Top of INFORMATION SUPPLIED
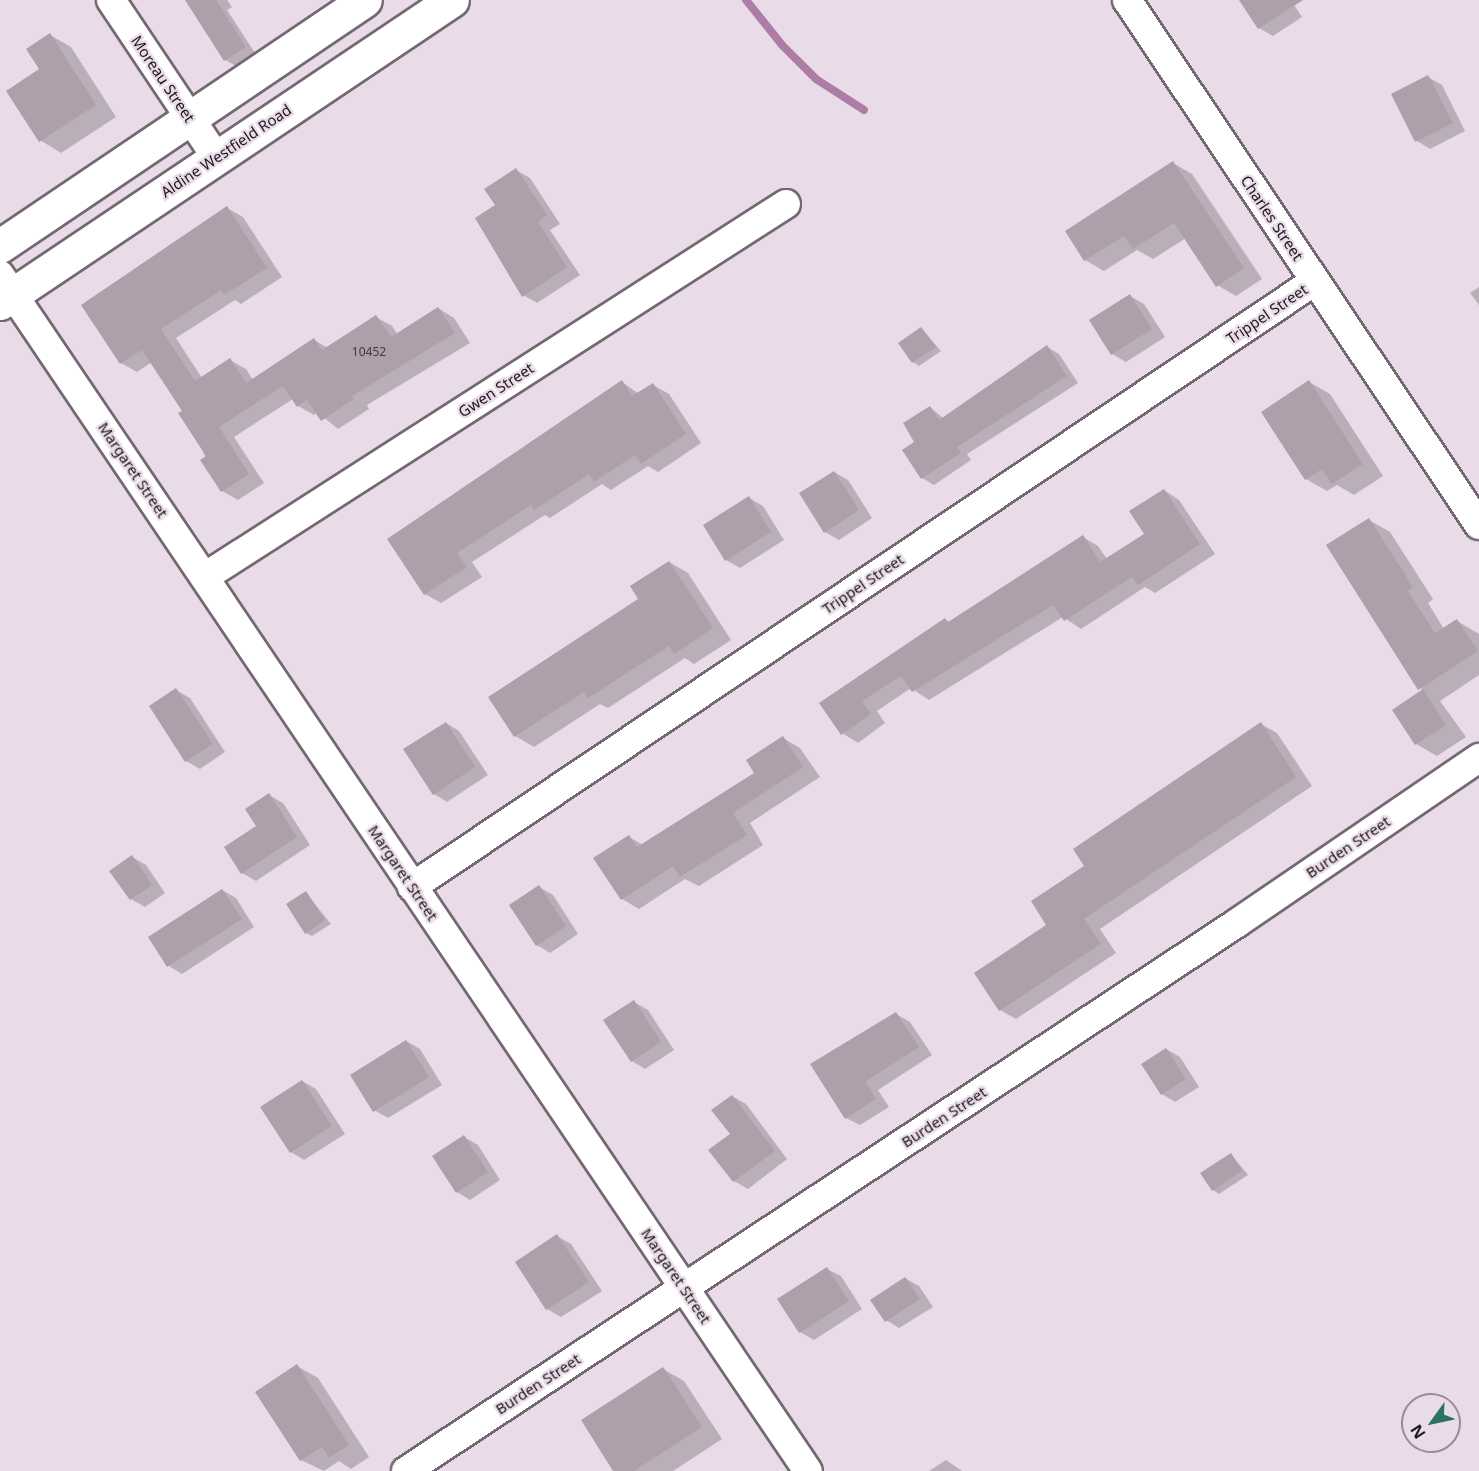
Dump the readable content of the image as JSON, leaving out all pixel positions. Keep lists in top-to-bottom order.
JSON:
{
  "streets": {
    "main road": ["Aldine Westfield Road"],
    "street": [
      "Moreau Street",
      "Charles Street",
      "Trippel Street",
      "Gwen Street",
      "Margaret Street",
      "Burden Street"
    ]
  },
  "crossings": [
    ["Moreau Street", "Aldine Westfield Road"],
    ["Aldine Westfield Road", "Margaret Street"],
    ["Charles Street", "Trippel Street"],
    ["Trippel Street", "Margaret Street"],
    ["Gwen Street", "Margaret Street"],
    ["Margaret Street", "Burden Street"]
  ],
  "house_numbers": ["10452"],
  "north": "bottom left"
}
Bottom of INFORMATION SUPPLIED
▶ WORK REQUEST: In the copy, omit the pictures and reproduce every entry exactly.

▶ OUTPUT FOR THIS EXERCISE:
Dump the readable content of the image as JSON, leaving out all pixel positions. Keep lists in top-to-bottom order.
JSON:
{
  "streets": {
    "main road": ["Aldine Westfield Road"],
    "street": [
      "Moreau Street",
      "Charles Street",
      "Trippel Street",
      "Gwen Street",
      "Margaret Street",
      "Burden Street"
    ]
  },
  "crossings": [
    ["Moreau Street", "Aldine Westfield Road"],
    ["Aldine Westfield Road", "Margaret Street"],
    ["Charles Street", "Trippel Street"],
    ["Trippel Street", "Margaret Street"],
    ["Gwen Street", "Margaret Street"],
    ["Margaret Street", "Burden Street"]
  ],
  "house_numbers": ["10452"],
  "north": "bottom left"
}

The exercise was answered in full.